Weiterhin kommen bei WBI ab einem Alter von 2 Jahren vermehrt orale Plattenepithelkarzinome vor. Diese führen oft zu Destruktionen des angrenzenden Knochens und zeigen sich klinisch durch lockere Zähne, Zahnverluste, Zahnfleisch- und Kieferschwellung sowie Umfangsvermehrungen. Eine Histologie von Bioptaten ist diagnostisch besser geeignet als eine Zytologie. Bildgebende Untersuchungen (v.a. Röntgen des Kopfes) sind zusätzlich hilfreich, um eine Beteiligung von knöchernen Strukturen abzuklären. Bis jetzt sind keine effizienten Therapien für Plattenepithelkarzinome bei WBI beschrieben.

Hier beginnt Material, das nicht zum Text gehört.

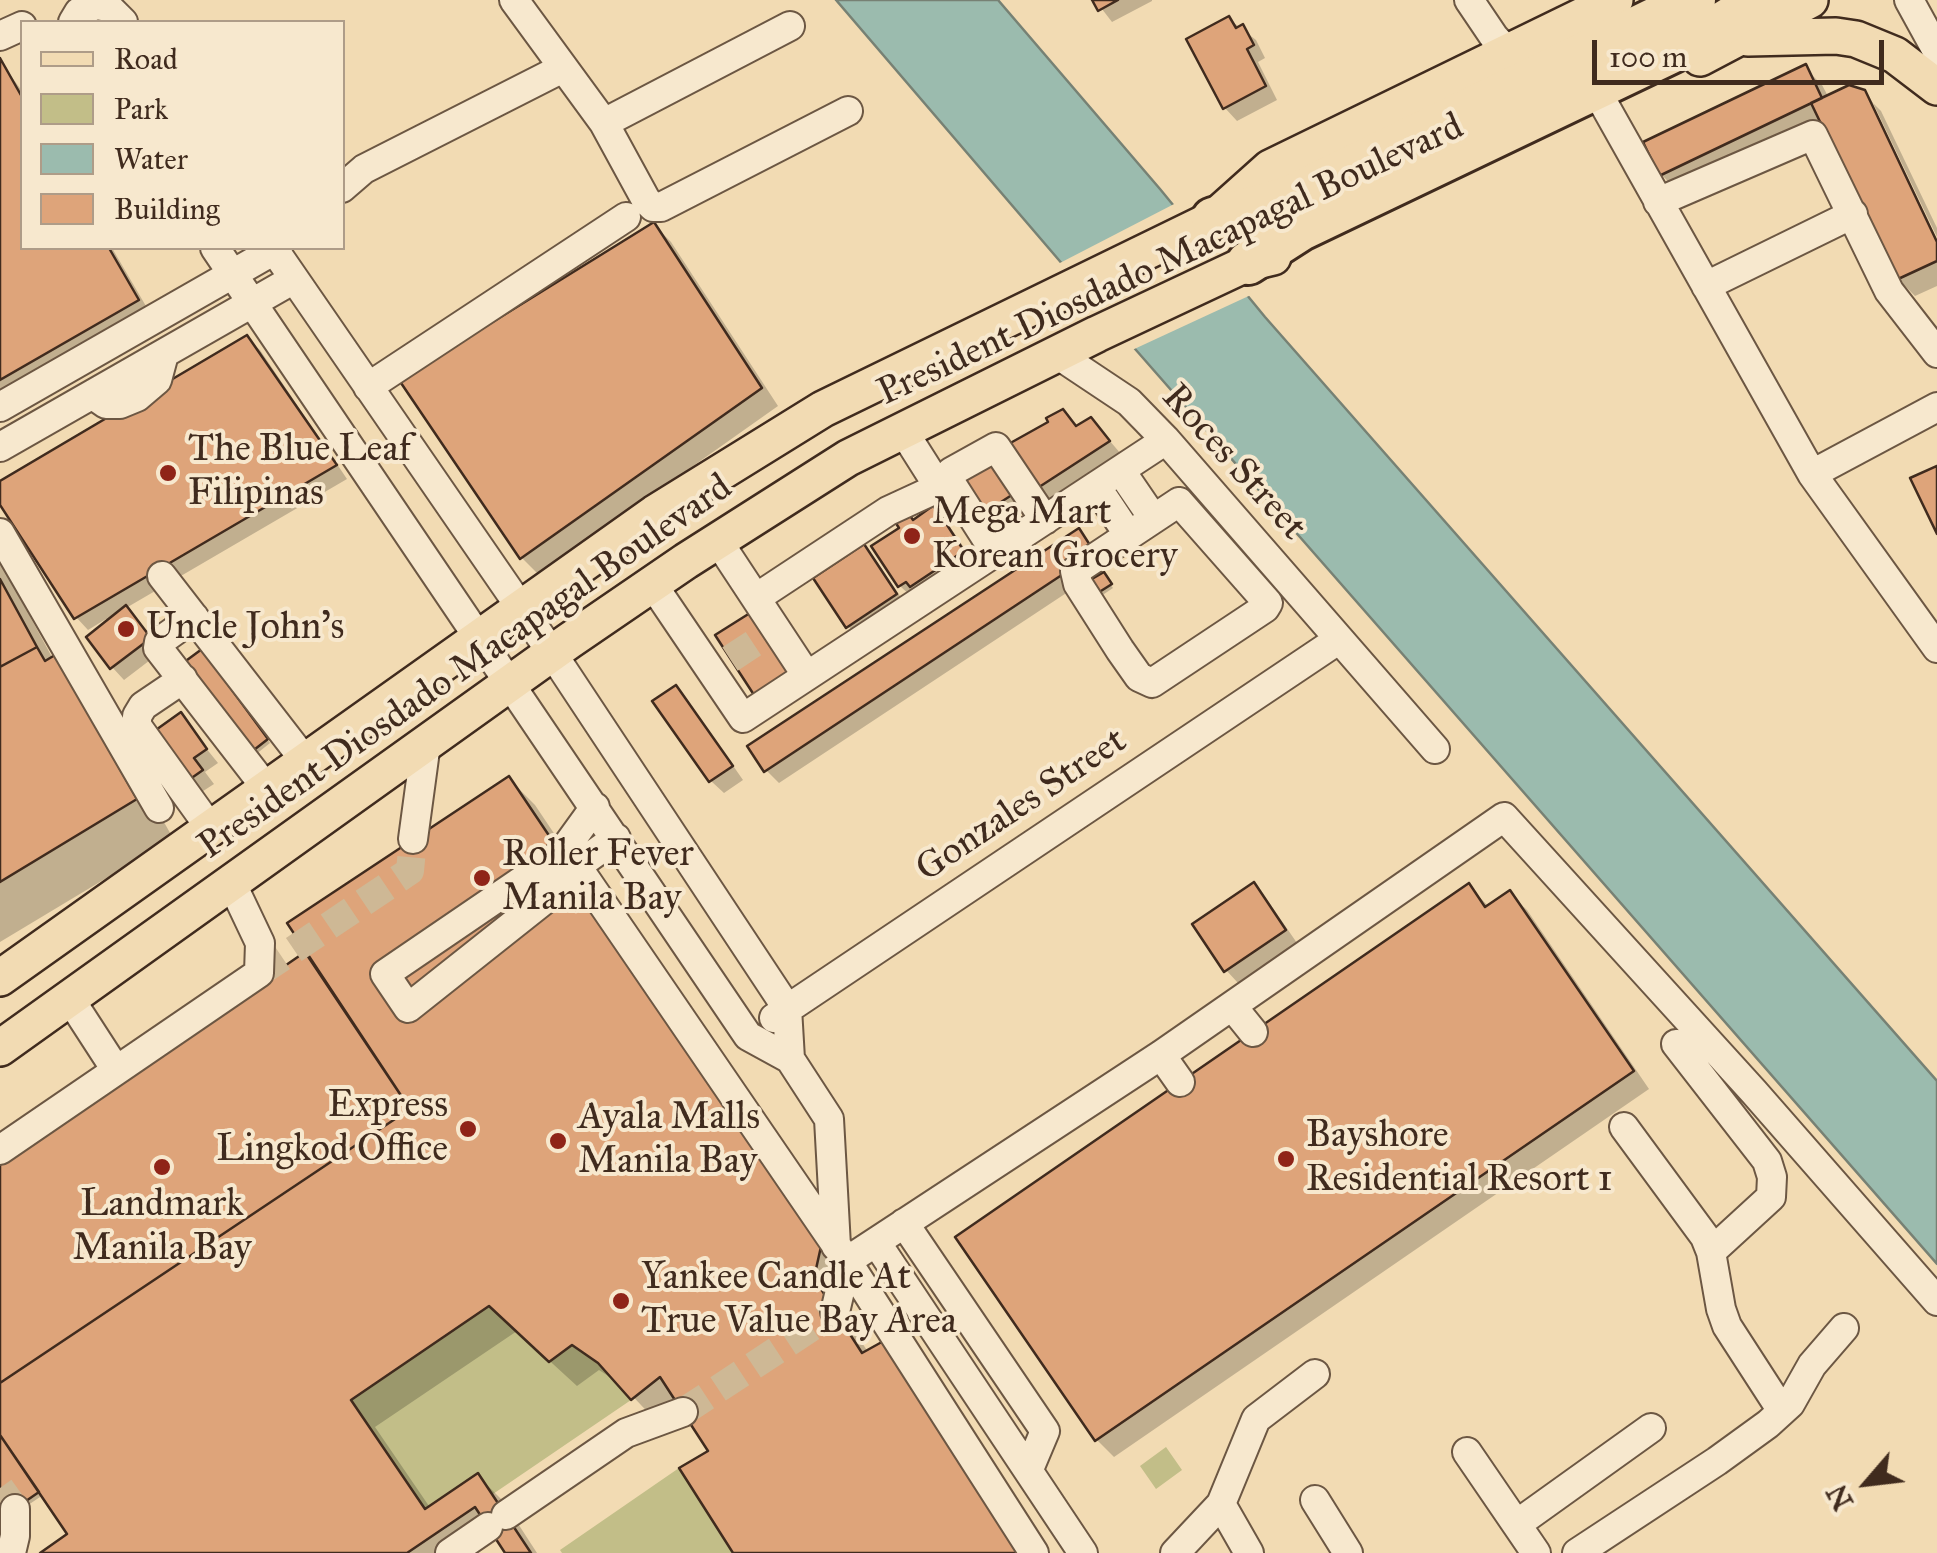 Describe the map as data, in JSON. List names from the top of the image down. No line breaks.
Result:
{"streets":{"main road":["President Diosdado Macapagal Boulevard"],"street":["Roces Street","Gonzales Street"]},"crossings":[["President Diosdado Macapagal Boulevard","Roces Street"],["Roces Street","Gonzales Street"]],"places":["The Blue Leaf Filipinas","Mega Mart Korean Grocery","Uncle John's","Roller Fever Manila Bay","Express Lingkod Office","Ayala Malls Manila Bay","Bayshore Residential Resort 1","Landmark Manila Bay","Yankee Candle At True Value Bay Area"],"legend":["Road","Park","Water","Building"],"scale_bar":"100 m","north":"bottom left"}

Insgesamt empfiehlt es sich, bei einem Weißbauchigel eine frühzeitige und gezielte Diagnostik einzuleiten, wenn ein klinischer Neoplasieverdacht besteht. Dies ermöglicht eine bessere prognostische Einschätzung und frühestmögliche Therapieversuche.
Fazit
Igel gehören zu den selteneren Patienten in der tierärztlichen Praxis und können eine Herausforderung darstellen. Je nachdem, ob es sich um einheimische Wildigel oder um exotische Haustiere handelt, ergeben sich verschiedene diagnostische Fragestellungen, Behandlungsschwerpunkte und Therapieoptionen.
Bei der Versorgung von Wildtieren können Auffang- und Pflegestationen ggf. hilfreiche Ansprechpartner sein. Bei Erkrankungen von Afrikanischen Weißbauchigeln gibt Spezialliteratur Hinweise und Hilfestellungen.